Data analytics is now a $204 billion industry, according to Forbes. In India, it's expected to cross 16 billion mark by 2025 from the current $2 billion. Riding high on the boom sentiment, companies like Apple, Google are employing data analytics by the hordes. So much so that we have all started believing that scientific data analysis and predictive behavior are a must-have capabilities that lead to better business decisions, huge service improvements and product innovation.
In the words of Roger L. Martin and Tony Golsby-Smith, writing for Harvard Business Review, "When we face a context in which things cannot be other than they are, we can and should use the scientific method to understand immutable world faster and more thoroughly than any of our competition."
But is it really so?
Aren't there situations where reality is very different from its surface appearance? When a consumer says one things and implies quite the opposite? When initial fads fizz and fade out quickly from consumer consciousness. In such situations, predictive science, especially one dealing with human flirtations with brands, fails the litmus test of being an exact science. Data science may be telling one story, while the actual shopping behavior betrays another.
I once spoke to over a dozen-odd senior executives of large organizations.

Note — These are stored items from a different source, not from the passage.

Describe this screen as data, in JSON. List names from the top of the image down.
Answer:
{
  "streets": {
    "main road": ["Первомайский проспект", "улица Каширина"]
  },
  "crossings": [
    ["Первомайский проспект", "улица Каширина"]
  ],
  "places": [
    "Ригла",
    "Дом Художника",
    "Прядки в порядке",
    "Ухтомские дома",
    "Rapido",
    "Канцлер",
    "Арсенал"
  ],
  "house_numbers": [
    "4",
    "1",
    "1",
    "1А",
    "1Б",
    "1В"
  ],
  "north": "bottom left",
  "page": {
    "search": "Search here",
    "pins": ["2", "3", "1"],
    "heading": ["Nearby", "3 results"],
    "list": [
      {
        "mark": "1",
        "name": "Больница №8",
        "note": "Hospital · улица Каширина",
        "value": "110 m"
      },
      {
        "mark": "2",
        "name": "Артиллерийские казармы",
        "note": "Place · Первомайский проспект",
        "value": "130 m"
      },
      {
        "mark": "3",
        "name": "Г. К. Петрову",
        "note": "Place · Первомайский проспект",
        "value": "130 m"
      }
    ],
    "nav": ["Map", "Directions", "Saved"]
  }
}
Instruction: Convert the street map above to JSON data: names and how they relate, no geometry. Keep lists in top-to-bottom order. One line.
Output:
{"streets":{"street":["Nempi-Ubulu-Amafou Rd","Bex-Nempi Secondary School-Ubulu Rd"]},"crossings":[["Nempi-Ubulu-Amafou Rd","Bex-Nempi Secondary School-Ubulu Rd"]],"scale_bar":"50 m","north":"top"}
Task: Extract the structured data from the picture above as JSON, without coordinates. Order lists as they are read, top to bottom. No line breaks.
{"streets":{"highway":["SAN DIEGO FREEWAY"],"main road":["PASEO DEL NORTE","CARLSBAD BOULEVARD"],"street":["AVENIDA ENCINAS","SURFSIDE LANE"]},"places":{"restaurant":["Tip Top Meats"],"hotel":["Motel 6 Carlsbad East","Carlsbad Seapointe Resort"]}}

The consensus that emerged is that behavioral analytics is emerging as a popular science but human behavior is very dynamic and non-predictable. Complete and total reliance on an analytical approach may not give us deep insights into human behavior, where intuitive intelligence must also come into play. Even in our social interactions, we depend a lot on intuitive intelligence in articulating and crystalizing our impressions of others, and accordingly, framing our thoughts. This is not possible will data-driven decision-making that's singularly devoid of intuitive intelligence.
Scientific methods are purposefully designed to understand natural phenomenon, where cause and effect are usually fixed elements of the equation. When cause changes, effect changes in the same proportion, and both are controllable variables, dependent on each other. But with human beings things are a little more complicated and baffling. A same cause can produce same effect, multiple effects, or no effect at all, as the case may be!
Time and other extraneous conditions also play a big role in who this effect gets manifested in human beings, in a manner that often defies scientific logic. Data is an outcome of "cause and effect" effected by external factors. Data is rooted in evidence and logic. In my opinion, this factor is the biggest impediment for big data analytics.
In my long career, I've personally experienced that most innovative and disruptive movements spring from the tendency not to accept the evidence which looks evident. Big milestone in business start with a gut feeling. Because you believe strongly in an idea, innovation happens.
Brain is the power center which moves in mysterious ways. Brain functioning is still one of the biggest and the most mysterious, unsolved riddle, a magic powerhouse, which uses all imaginative and seemingly impossible ways to reach a decision, and then, all of a sudden, for no apparent rhyme or reason discard and dump that same reasoning!
In my considered view, Big Data Analytics is undoubtedly a growing business and an evolving discipline. It presents a fresh, new way to approach an issue or demystify complex consumer behavior. But it's not an exact science and it can't altogether replace, what I like to call 'Gut Science.' Feeling in science is coming back in management with much bigger respect viz. 'Emotional Intelligence.'
Roger Martin in HBR argues that innovators often employ science in their new creations, but real genius lies in their ability to imagine products or processes that never existed before!
Research is cognitive science. But it's proven beyond doubt that the engine of creative synthesis is "associative fluency" viz. the mental ability to connect two concepts that are not usually linked and to forge them into a new idea. That's an act of genius!
That kind of genius, I think comes from gut feeling. Roger explains it very succinctly in his article. If an element cannot be changed in the initial hypothesis, then an executive needs to ask what laws of nature suggest this? If the cause and effect relationship of the hypothesis is very compelling, then data analytics tools may be used to drive choices. But in all other cases, I would rather go with my gut feeling.